## What you have to do
Please filter the data down to the lines that include the word "Jean" and copy them.

*** Opening Data supplied ***

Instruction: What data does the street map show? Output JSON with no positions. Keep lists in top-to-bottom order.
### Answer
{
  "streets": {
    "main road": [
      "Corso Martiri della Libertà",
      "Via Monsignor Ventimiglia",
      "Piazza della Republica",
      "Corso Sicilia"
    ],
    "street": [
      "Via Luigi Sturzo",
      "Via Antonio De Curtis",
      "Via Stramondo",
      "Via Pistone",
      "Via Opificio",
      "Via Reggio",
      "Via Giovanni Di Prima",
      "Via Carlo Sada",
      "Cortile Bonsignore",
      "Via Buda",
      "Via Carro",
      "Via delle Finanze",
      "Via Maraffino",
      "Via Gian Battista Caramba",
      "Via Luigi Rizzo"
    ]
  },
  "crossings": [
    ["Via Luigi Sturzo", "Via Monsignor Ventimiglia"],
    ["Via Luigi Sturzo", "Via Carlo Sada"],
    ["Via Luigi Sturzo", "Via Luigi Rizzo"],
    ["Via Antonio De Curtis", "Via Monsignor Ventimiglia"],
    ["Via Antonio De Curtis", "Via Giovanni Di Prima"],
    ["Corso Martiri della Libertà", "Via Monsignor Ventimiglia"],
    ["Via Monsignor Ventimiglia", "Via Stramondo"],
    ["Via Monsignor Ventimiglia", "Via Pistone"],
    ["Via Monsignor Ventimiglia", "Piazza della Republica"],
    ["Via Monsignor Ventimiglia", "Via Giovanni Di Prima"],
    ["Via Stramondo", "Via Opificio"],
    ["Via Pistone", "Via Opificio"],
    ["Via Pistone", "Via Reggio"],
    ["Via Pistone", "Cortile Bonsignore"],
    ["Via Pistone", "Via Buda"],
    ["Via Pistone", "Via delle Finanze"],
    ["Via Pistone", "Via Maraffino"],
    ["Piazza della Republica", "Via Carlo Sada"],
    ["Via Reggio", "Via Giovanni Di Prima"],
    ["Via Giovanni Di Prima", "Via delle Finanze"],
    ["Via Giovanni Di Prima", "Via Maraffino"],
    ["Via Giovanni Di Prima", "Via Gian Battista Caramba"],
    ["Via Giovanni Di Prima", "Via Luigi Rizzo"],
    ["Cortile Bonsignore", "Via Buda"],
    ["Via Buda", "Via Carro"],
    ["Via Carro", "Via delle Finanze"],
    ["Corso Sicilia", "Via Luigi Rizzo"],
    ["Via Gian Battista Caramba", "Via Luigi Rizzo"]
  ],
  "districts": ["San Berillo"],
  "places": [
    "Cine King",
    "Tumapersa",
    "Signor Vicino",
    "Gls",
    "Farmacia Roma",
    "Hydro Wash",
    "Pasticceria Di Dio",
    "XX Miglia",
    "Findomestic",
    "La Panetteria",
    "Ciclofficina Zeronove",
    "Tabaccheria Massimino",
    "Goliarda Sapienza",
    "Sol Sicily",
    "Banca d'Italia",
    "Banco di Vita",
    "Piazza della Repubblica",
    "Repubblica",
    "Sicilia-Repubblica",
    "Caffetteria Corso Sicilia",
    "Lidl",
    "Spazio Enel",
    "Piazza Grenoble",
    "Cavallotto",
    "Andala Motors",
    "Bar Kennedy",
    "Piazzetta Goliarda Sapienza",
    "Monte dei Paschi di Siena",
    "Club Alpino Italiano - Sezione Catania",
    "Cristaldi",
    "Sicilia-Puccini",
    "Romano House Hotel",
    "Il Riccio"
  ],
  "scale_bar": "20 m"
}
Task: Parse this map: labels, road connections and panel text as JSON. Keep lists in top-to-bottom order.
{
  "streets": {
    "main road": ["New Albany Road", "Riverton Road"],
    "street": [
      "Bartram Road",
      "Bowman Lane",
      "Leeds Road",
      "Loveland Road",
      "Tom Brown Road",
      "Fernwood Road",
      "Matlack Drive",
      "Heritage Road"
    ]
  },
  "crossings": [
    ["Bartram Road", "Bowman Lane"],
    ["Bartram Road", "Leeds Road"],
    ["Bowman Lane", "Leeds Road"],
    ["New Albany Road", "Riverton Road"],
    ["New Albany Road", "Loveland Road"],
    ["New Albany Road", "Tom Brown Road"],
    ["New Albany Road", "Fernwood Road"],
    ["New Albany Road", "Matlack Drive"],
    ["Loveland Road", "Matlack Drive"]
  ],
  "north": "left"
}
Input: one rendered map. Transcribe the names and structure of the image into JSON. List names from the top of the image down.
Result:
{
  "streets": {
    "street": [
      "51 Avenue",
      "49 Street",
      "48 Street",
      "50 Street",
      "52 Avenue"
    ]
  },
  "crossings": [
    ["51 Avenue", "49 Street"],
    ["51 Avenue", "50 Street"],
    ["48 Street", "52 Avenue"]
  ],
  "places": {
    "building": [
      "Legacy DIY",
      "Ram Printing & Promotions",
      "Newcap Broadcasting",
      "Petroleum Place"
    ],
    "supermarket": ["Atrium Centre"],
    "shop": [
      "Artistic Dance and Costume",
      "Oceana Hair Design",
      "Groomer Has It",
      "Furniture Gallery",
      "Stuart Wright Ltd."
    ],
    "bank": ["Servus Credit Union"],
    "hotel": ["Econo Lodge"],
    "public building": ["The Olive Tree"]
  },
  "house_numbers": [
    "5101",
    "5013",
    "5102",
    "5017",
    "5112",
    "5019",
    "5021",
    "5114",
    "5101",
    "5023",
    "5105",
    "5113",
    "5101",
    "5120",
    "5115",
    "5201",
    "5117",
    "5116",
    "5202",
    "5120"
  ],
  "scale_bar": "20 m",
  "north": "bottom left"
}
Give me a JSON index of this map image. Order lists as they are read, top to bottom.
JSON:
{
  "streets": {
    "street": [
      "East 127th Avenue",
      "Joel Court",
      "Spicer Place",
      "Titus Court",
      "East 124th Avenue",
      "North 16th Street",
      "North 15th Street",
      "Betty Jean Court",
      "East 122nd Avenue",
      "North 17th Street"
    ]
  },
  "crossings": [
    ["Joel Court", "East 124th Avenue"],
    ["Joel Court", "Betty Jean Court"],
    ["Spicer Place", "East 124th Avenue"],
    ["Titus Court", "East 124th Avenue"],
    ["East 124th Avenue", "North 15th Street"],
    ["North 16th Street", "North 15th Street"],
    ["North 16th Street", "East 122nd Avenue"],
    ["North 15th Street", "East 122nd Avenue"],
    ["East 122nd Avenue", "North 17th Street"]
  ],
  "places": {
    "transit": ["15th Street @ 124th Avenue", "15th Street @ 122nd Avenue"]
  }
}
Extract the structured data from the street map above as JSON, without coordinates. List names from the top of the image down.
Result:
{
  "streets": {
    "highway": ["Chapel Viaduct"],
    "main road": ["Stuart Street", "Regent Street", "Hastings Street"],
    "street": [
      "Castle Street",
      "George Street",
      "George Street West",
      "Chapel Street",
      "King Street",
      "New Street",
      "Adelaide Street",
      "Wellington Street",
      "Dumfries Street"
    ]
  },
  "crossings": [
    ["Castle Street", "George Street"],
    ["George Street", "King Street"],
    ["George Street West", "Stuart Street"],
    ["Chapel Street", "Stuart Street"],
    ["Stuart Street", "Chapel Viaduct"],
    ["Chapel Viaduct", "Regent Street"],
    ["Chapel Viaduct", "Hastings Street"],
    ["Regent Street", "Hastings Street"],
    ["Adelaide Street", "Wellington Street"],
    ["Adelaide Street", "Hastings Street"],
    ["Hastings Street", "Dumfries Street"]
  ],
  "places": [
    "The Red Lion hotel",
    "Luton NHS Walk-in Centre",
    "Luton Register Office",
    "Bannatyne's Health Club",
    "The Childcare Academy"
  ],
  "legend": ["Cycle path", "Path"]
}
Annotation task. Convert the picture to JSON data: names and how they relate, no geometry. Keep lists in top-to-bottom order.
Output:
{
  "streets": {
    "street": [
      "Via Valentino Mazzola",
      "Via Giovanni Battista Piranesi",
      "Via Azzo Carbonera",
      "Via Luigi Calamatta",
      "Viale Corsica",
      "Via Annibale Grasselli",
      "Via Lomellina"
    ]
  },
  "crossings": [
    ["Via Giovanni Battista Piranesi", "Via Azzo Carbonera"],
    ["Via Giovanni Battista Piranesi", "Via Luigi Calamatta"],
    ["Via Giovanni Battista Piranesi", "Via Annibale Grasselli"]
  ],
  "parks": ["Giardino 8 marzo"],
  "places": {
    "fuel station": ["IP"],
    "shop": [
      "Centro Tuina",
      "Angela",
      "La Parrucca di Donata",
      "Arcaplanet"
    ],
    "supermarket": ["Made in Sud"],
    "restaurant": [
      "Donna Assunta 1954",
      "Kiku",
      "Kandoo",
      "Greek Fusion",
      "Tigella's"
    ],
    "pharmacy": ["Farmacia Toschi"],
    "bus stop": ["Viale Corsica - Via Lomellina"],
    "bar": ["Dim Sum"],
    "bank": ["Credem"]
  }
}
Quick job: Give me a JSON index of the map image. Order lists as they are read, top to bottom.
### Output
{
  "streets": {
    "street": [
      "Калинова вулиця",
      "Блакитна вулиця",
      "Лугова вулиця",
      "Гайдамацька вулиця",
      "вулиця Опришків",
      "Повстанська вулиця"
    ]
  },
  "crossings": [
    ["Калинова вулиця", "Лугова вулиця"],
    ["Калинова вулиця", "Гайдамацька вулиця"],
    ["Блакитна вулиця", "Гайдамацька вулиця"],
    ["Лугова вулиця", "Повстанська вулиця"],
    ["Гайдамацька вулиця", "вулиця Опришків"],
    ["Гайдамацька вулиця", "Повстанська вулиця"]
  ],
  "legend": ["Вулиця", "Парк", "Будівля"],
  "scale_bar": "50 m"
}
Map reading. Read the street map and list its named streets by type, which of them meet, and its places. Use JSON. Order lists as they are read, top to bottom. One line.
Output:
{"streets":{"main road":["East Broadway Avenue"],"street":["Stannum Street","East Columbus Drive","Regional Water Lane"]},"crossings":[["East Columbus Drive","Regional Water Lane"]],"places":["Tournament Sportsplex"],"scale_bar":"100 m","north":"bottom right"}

*** Closing Data supplied ***

## Reply
      "Betty Jean Court",
    ["Joel Court", "Betty Jean Court"],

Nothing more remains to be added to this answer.